Even though the Supreme Court in rare but clear cases of clerical errors or slips can sit in review of its verdicts, that does not detract from the fact that its decision on any matter is final. Therefore, any applicant seeking a review of the apex court’s earlier verdict must approach it in that context, not with a posturing of appealing the verdict as if there can be no end to litigation. If the court had granted the request for the reversal of its decision in a clime where the average litigant is inordinately interested in having his way with the court, it would have opened the floodgate to a deluge of similarly frivolous and vexatious requests in the future. The law that punished the former governor-elect for the offence committed by his running mate may seem draconian and irrational, but it was not the apex court justices that wrote it. It was the politicians who did and only they can cause the law to be altered. But until that is done, it remains the law. Again, while the erstwhile Bayelsa State deputy governor-elect may not have had the intention to commit perjury, it is on record that he serially and recklessly bore different names on his credentials, a development that cast a pall of doubt on his true identity. And having failed or neglected to fulfil the requirements of the law to harmonise those identities, he and his principal could not have escaped the fate that befell them at the Supreme Court. The justices apparently do not know what goes on in the inner recess of the former deputy governor-elect’s mind: their decision, as it should be, was based on the facts/evidence before them and the law. It is laudable that in the instance case, the Supreme Court stood firm and staved off possible intimidation, especially in the wake of unguarded statements by politicians and street protests. This is salutary.

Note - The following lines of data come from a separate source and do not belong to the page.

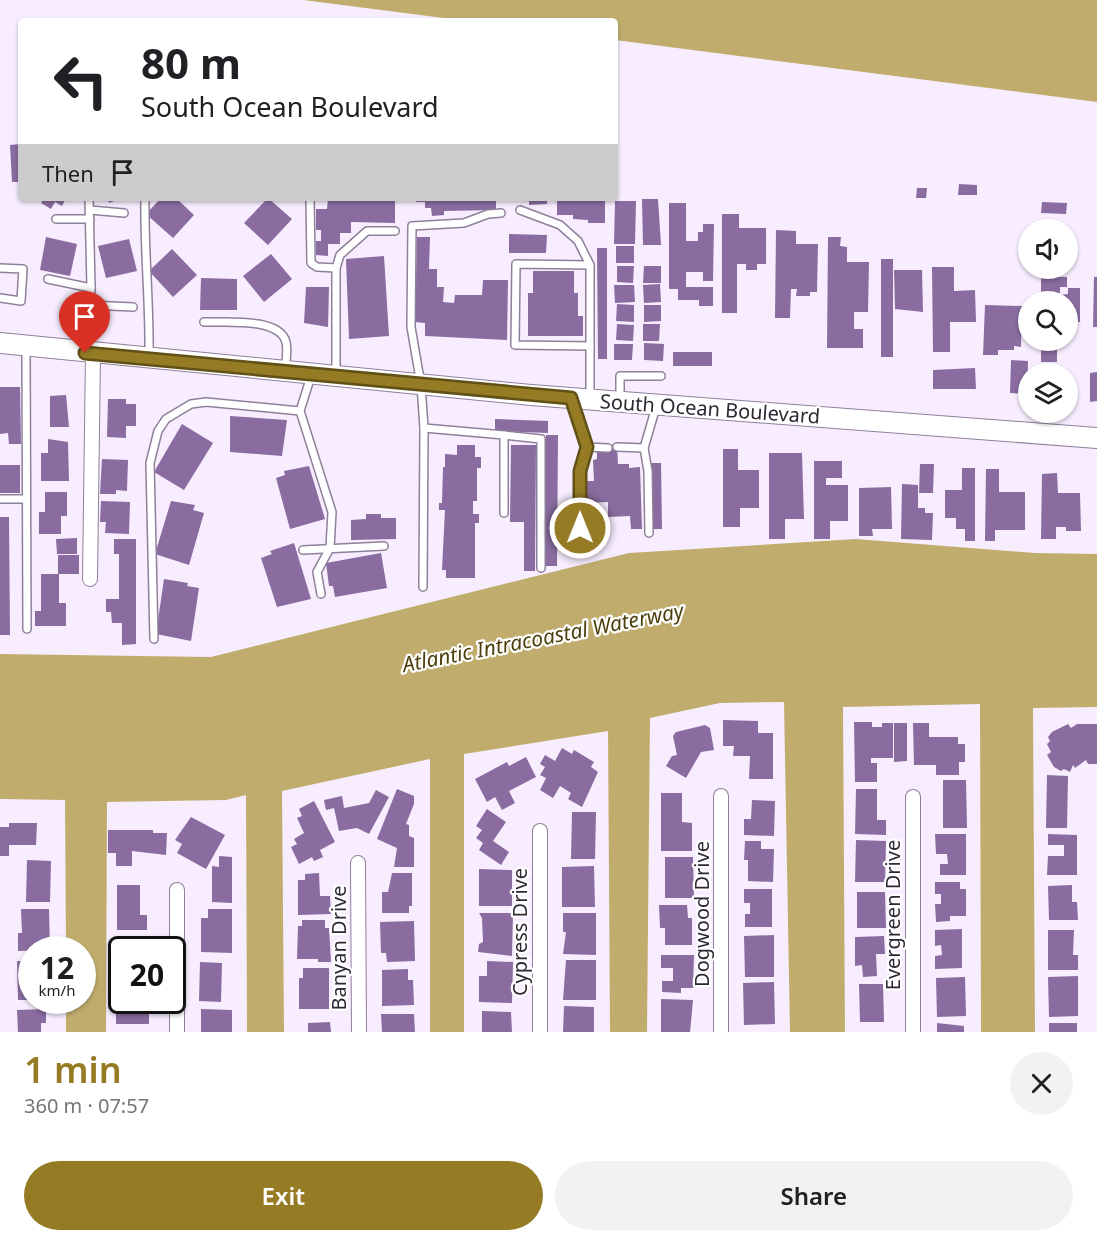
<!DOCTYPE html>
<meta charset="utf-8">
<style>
body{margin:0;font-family:"Noto Sans",sans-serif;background:#f2f2f2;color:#202124;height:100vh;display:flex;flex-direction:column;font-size:22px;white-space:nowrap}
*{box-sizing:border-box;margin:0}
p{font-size:20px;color:#757577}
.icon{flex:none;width:33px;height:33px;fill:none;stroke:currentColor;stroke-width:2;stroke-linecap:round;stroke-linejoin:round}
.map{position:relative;height:1032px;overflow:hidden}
.drawer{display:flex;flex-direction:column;background:#fff;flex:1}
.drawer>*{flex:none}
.top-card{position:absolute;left:18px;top:18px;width:600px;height:183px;border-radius:6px;box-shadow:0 2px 4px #0004;background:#fff;color:#202124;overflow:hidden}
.controls{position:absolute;left:1018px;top:219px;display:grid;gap:12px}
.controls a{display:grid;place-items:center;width:60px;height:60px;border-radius:50%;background:#fff;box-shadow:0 2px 4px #0004;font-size:30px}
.speed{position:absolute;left:18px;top:936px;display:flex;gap:12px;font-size:30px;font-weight:700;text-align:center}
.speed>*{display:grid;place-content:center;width:78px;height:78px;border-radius:50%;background:#fff;box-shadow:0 2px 4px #0004;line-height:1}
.speed small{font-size:15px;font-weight:400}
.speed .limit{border:3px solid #111;border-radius:9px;background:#fff;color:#111}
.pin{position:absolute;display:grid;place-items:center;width:51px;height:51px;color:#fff;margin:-62px -26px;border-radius:50% 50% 50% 0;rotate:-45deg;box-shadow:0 0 6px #0007}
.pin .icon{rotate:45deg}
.me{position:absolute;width:66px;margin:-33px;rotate:0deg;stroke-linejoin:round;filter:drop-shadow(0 0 4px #0008)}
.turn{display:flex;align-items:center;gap:21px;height:126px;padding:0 24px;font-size:27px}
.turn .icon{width:78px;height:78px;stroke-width:2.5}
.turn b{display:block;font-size:42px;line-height:51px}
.then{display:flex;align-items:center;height:57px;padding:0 24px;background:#0003;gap:12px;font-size:22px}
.round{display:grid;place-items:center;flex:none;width:63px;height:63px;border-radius:32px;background:#f2f2f2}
.overview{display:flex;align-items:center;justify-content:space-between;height:102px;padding:0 24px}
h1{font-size:36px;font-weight:600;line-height:45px;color:#957c24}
.button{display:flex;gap:12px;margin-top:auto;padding:12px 24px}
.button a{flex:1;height:69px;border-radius:36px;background:#957c24;color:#fff;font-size:24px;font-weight:600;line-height:69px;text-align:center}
.button a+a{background:#f2f2f2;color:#202124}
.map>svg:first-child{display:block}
</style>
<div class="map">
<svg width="1097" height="1032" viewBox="0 0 1097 1032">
<rect width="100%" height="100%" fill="#f7edff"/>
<g fill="#c0ad6e">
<path d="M303 0H1097V102L615 40V21H467Z"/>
<path d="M856 539 1035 553 1097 554V707L1033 708 1035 1032H981L980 704 843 707 845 1032H790L784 702 720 703 650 718 647 1032H610L608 731 464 754V1032H430V759L282 791 284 1032H247L246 795 226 800 107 802 106 1032H66V1001L82 1000V950L66 949 65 800 0 799V654L211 657 629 553Z"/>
</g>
<g fill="#8a6ca0">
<path d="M21 144V182H12L10 145Z"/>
<path d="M959 184 977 185V195H958Z"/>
<path d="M917 188H927L926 198H916Z"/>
<path d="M44 198H66L62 206 55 202 51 209 41 203Z"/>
<path d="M107 198H122L109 203Z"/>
<path d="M161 198H176L194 215 173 238 146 214Z"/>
<path d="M268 198 292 219 268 245 244 223Z"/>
<path d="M328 198H395V223L351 222V233H340V244H328V256L316 255V241H321V230H316V209H327Z"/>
<path d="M416 198H496V210L444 211V215L432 216 431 208H425V202H416Z"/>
<path d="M514 198H547V204L529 205V200L514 201Z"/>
<path d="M557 198H605V223H588V220L573 219V215H557Z"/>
<path d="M642 199H658L661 245H643Z"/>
<path d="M615 201H636L635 244H614Z"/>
<path d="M1042 202 1067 203 1066 214 1041 213Z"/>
<path d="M669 203H686V241H698V232H703V224H714L713 281H703V272H686V287H713V306H699V300H678V289H669Z"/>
<path d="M722 214H739V228H766V264H757V270H746V264H737V313H722Z"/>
<path d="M776 230 796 231V244H818L817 292H810V296H796L797 289H791L790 318H775Z"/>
<path d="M509 234 547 235 546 253H509Z"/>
<path d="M46 237 77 244 70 276 40 270Z"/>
<path d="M417 237H430L429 269H437V287H444L443 302 454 303 455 295H482L483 280H508L507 340 425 336V323L415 322Z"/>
<path d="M828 237H841L840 246 847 247V262H869L868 312H854V329H863V348H827Z"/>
<path d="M129 239 137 271 106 278 98 246Z"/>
<rect x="616" y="246" width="18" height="17"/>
<path d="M597 248H607V359H598Z"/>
<path d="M172 249 197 275 173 297 149 271Z"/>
<path d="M271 254 292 279 264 302 243 276Z"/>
<path d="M384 256 389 336 349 339 346 259Z"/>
<rect x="881" y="259" width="12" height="98"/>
<path d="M617 266H634L633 283 617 282Z"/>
<path d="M644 266H661V283H643Z"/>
<path d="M932 267H954V291L975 290 976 322H950V352H933Z"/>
<path d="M1041 268H1060V277H1067V287H1060V295L1068 294V288H1080V322H1068V302H1041Z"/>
<path d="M894 270H922L923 312 895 309Z"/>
<path d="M533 271H574V293H578V316H583V336H528V293H533Z"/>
<path d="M1094 277H1097V327H1093Z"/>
<path d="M201 278 237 279V310H200Z"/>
<path d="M660 284 661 302 644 303 643 285Z"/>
<path d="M614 285H634L635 302 615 303Z"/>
<path d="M306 287H329L328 327 304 323Z"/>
<path d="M617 304 634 305V322L616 321Z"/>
<path d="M644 305H661V321L644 322Z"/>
<path d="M985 305 1022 306 1021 347 1014 346V350H998V355H983Z"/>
<path d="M617 324 634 325 633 341 616 340Z"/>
<path d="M643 324H660L659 341H643Z"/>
<rect x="1041" y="340" width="16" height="22"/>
<path d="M644 343 664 344 663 361 644 360Z"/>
<path d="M614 344H633L632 360H614Z"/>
<rect x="673" y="352" width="39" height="14"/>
<path d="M1011 360 1028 361 1027 394 1010 393Z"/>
<path d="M975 368 976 389H933V370Z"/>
<path d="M1097 372V401L1090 402V373Z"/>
<path d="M0 387H20L21 444H9L8 433 0 434Z"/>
<path d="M66 395 69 427H50V396Z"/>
<path d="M108 399H126V404H136V426H126V438L107 437Z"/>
<path d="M230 416 287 420 282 456 230 452Z"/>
<path d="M495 419 548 421V433L495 431Z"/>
<path d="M182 424 213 443 184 490 154 472Z"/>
<path d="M546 435H558L557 566H545Z"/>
<path d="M48 439 68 442 69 481H41V453H48Z"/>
<path d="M457 445H475V457H481V468H477V501H473V514H479V523H475V578H446V570H442L445 510H439V503H442L443 467H445V454L457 455Z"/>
<path d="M511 445H536L535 571H524V522H510Z"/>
<path d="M608 445H617L618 464H629V468L640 467 642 529H631L630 516 608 517V502L585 503 584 481H594L593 460 597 459V452H608Z"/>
<path d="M723 449H738V470H759V508H740V527H723Z"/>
<path d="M769 453H802L804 519H785V539H769Z"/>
<path d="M102 459 128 460 127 491 116 490V494H100Z"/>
<path d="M814 461H842V478H826V485H848V521H830V539H814Z"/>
<path d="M651 463H661L662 529H651Z"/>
<path d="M920 464H934L933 493H919Z"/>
<rect x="0" y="465" width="20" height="28"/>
<path d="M309 466 325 519 290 529 276 478 285 475 284 471Z"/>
<path d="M962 468H975V541H965V529H956V518H945V490H962Z"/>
<path d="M986 469H999V492H1025V530H995V541H985Z"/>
<path d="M1057 473 1058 493H1080L1081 531H1066V527H1056V539H1041L1042 474Z"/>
<path d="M902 484 918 485V508H925V513H933L932 540 901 539Z"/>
<path d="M891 487 892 529H872L873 536H859V488Z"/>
<path d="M45 492H67V516H61V534H39V512H45Z"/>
<path d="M101 501 130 502 129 534 105 533 106 522H100Z"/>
<path d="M171 501 195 505 193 510 204 513 189 565 155 554Z"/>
<path d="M366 514H381V518H396V539L351 540V520L366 519Z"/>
<path d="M0 517H9L10 635H0Z"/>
<path d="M77 538V554H57L56 539Z"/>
<path d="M114 539H136V644L122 645V623H112L111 612H106V599H119V554H114Z"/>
<path d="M294 543 311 599 277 607 261 558 272 554 270 551Z"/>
<path d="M381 553 387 588 335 597 333 586H329L326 563Z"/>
<rect x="58" y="555" width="21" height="19"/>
<path d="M41 574H59V603H66V626H35V611H41Z"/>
<path d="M164 579 188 583 187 586 199 588 191 641 156 634Z"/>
<path d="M723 720 758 721V733H773V779H749L750 756H733L734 746H723Z"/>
<path d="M854 722H872V727H882V723H893V758H871V763H877V782H855Z"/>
<path d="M894 723H907V761L894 762Z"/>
<path d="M913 723H929V737H958V744H965V762H959V775H936V765H914Z"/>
<path d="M1068 724 1071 728 1077 724H1097V764H1088L1086 760 1075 768 1073 765 1070 772 1064 769 1061 771 1054 767 1047 755 1051 752 1047 744 1050 741 1048 737 1052 732Z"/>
<path d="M705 725 710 728 714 750 701 752 686 778 666 766 672 756 677 755 673 736 676 732Z"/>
<path d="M562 748 572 754 574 750 594 762 591 767 598 772 582 807 568 799 571 793 560 786 553 798 540 790 546 778 540 775 545 767 540 764 545 755 555 761Z"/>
<path d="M526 757 536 777 509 791 515 803 502 810 495 797 487 802 475 779 507 762 509 766Z"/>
<path d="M1047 775 1068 776 1067 828H1046Z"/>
<path d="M943 780H966L967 828H943Z"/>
<path d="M397 789 414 796V804L406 824 409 825V836L414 838V867H394L397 848 377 839Z"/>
<path d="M856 789H877V820H886V835L855 834Z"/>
<path d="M376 790 389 797 369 834 357 828 339 831 334 808 326 810 324 800 342 796 344 808 369 803Z"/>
<path d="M661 793H682V822L692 823V851H661Z"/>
<path d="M752 800 775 801 774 836 744 835V819H751Z"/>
<path d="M314 801 335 842 320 850 323 857 314 861 312 857 299 864 291 847 297 844 294 839 304 833 297 818 302 816 299 809Z"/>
<path d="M487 809 506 822 493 841 509 852 501 865 479 850 483 843 476 838 482 830 476 826Z"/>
<path d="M572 812H596L595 859H571Z"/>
<path d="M191 817 225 835 206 869 177 853 182 844 175 840Z"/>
<path d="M9 823H37L36 845H9V856H0V827H9Z"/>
<path d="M108 830H153V833H167L166 855 132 851V866H116V853H108Z"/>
<path d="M935 834H966V875H940V864H948L947 854H936Z"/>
<path d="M1048 834 1077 835V875H1047L1048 856H1064V845H1048Z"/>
<path d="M856 840 886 841 885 882H855Z"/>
<path d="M745 841H761V849H774L773 882 748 881V860H744Z"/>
<path d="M219 856 232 857V903L212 902V866L219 867Z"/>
<path d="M665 857H693L694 898H665Z"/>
<path d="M27 860 51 861 50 902H26Z"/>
<path d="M594 866 595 907H562V867Z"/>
<path d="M479 869 512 870V906H479Z"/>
<path d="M319 873 320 896H330L331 914 298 915V880H305V874Z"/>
<path d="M392 873H412V906H409V913H382V892H388Z"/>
<path d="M935 882H960V889H966V916H950V921L936 922 935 904H941V894H935Z"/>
<path d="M117 885H140V915H147V930H117Z"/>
<path d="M1072 885V902H1077L1078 920H1049L1048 886Z"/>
<path d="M744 889H772V927H745V914H750V903H744Z"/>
<path d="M857 892H885L886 928H857Z"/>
<path d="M659 905H687L688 918H692V945H665V928H660Z"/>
<path d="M21 909H49L50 950 18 951V933H22Z"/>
<path d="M208 909H232V953L201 952V918H208Z"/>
<path d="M479 913H513L512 956 478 952 479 944 483 942 482 918Z"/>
<path d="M563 913H596V955L563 954 566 932H563Z"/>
<path d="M302 920H325V928H329L331 962H318V959H297L298 926H302Z"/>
<path d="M414 921 415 961 387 962 386 953H381L380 922Z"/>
<path d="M962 929V968L935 969V956L942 955 941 945 935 946V930Z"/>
<path d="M1048 930H1074L1073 955H1078V970H1048Z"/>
<path d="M774 935V977H745L744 936Z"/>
<path d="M884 936 885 954H876L877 976 863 977 862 965 855 966V937Z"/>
<path d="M118 941 150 942V950H122V976H117Z"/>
<path d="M661 955H694L693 988H681V993L662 992V981H673V968H661Z"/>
<path d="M566 960H596V1000H563Z"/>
<path d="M17 961H32V1000H18Z"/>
<path d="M487 961 513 962 512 1003 479 1002V976H487Z"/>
<path d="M200 962 222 963 221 1002 199 1001Z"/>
<path d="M303 968H329V1009H299V978H303Z"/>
<path d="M408 969V980H413L414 1005 382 1006V970Z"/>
<path d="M1078 976V1016L1049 1017 1048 977Z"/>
<path d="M965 977 966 1016 937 1017 936 978Z"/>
<path d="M774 982 775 1024 744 1025 743 983Z"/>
<path d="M859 984H883L884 1022H860Z"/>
<path d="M661 999 693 1000 690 1032H661Z"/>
<path d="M149 1000V1024H116V1002Z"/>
<path d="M564 1006 594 1007V1032H563Z"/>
<path d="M46 1009V1023H41V1032H18L17 1010Z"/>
<path d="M201 1009 232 1010V1032H201Z"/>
<path d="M482 1011 511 1012 512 1032H482Z"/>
<path d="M381 1014H414L415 1032H382Z"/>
<path d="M330 1022 331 1032H308V1023Z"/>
<path d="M937 1023 964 1026V1032H937Z"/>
<rect x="1049" y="1023" width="28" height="9"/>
</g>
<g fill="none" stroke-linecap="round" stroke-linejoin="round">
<defs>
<g id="lane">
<path d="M145 198C144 251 150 304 149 357"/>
<path d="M310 198 311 263 317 267 336 268"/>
<path d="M90 210 124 213"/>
<path d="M520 210 560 225 578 241 590 265V397"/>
<path d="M56 219H90"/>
<path d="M590 265 516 264 515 345 590 346"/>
<path d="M0 268 23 269 21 301 0 298"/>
<path d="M48 279 91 288"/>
<path d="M90 305 133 307"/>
<path d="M204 322C226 323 279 317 286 342 288 351 286 361 285 370"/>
<path d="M26 349 27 629"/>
<path d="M85 350 91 288 89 198"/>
<path d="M336 375V268L340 255 367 231H395"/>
<path d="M311 376 300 411 332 512 330 548 317 572 321 594"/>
<path d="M620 399V376H661"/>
<path d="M572 401 587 447 608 448"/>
<path d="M424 428 504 435V513"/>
<path d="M504 435 541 439V568"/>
<path d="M617 447 644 448 656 407"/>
<path d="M644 448 648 471 649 533"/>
<path d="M0 499H26"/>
<path d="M580 547V471L587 447"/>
<path d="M303 550 384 546"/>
<path d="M423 587 424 428 421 385 411 327 412 226 464 223 488 214 501 213"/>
<path d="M154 639 150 463 158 431 166 419 191 404 206 402 300 411"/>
</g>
<g id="street">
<path d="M90 579 93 354"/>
<path d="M721 796V1032"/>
<path d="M540 831V1032"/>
<path d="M358 863 359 1032"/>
<path d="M177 890V1032"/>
<path d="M913 1032V797"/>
</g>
<path id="secondary" d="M0 343 531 395 1097 438"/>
</defs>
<use href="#lane" stroke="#8f809a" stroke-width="10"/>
<use href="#street" stroke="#8f809a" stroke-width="16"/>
<use href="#secondary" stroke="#8f809a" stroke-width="22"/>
<use href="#lane" stroke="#fff" stroke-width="7"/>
<use href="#street" stroke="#fff" stroke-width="14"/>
<use href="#secondary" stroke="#fff" stroke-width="20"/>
</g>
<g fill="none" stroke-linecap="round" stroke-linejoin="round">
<defs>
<path id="route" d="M85 353 571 398 587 447 580 471V528"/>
</defs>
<use href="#route" stroke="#615117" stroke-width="15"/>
<use href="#route" stroke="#957c24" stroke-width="10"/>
</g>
<g text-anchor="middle" stroke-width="4.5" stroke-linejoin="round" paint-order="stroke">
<g font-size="20" fill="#2e2833" stroke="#fff">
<text transform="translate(710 409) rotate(4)" y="7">South Ocean Boulevard</text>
<text transform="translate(702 914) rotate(-90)" y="7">Dogwood Drive</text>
<text transform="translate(893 915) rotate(-90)" y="7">Evergreen Drive</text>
<text transform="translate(520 932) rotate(-90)" y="7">Cypress Drive</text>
<text transform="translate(339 948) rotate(-90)" y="7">Banyan Drive</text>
</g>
<g font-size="21" font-style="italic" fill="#4d3f0c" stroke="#fff">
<text transform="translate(543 638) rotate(-11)" y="7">Atlantic Intracoastal Waterway</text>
</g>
</g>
</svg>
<div class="controls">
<a><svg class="icon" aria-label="sound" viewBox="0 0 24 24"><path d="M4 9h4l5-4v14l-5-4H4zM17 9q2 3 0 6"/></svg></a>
<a><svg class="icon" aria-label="search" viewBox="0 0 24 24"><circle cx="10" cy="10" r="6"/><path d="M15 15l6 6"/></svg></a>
<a><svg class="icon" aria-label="layers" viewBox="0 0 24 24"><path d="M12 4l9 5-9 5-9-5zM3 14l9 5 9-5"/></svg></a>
</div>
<div class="speed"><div>12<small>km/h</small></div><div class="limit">20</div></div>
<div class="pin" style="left:85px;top:353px;background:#d93025"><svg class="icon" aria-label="arrive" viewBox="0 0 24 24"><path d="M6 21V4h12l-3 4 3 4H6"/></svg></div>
<svg class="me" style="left:580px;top:528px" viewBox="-20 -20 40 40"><circle r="17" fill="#957c24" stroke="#fff" stroke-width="3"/><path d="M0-11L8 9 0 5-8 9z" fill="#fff"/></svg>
<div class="top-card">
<div class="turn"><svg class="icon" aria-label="left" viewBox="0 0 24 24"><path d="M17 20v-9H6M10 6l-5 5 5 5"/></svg><div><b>80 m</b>South Ocean Boulevard</div></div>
<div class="then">Then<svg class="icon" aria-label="arrive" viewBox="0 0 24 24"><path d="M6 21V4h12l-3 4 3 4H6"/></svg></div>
</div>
</div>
<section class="drawer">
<div class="overview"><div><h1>1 min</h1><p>360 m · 07:57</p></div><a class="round"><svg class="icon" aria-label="close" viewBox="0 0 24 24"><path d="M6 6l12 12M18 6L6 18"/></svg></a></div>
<div class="button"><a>Exit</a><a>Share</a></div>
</section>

In our view, a core issue thrown up by the Bayelsa case is the inability and/or refusal of political parties to exercise due diligence in screening candidates for elections. For far too long, they have foisted unqualified and shady characters on the electoral process through their warped internal processes. Forgery is a serious crime and in the instant case, it is mind-boggling that a candidate whose academic credentials bore as many as five unrelated names was presented for election, with the voices of critics within the party apparently having been muted by its leadership. The party’s woes in Bayelsa State where its candidate no doubt won the popular vote are therefore self-inflicted. It is hoped that going forward, all political parties in the country will start acting in accordance with the laws of the land in presenting candidates for elections. The verdict of the panel of justices who handled the review of the apex court’s earlier decision on the Bayelsa governorship election cannot be faulted. It has helped a great deal in affirming the independence of the judiciary.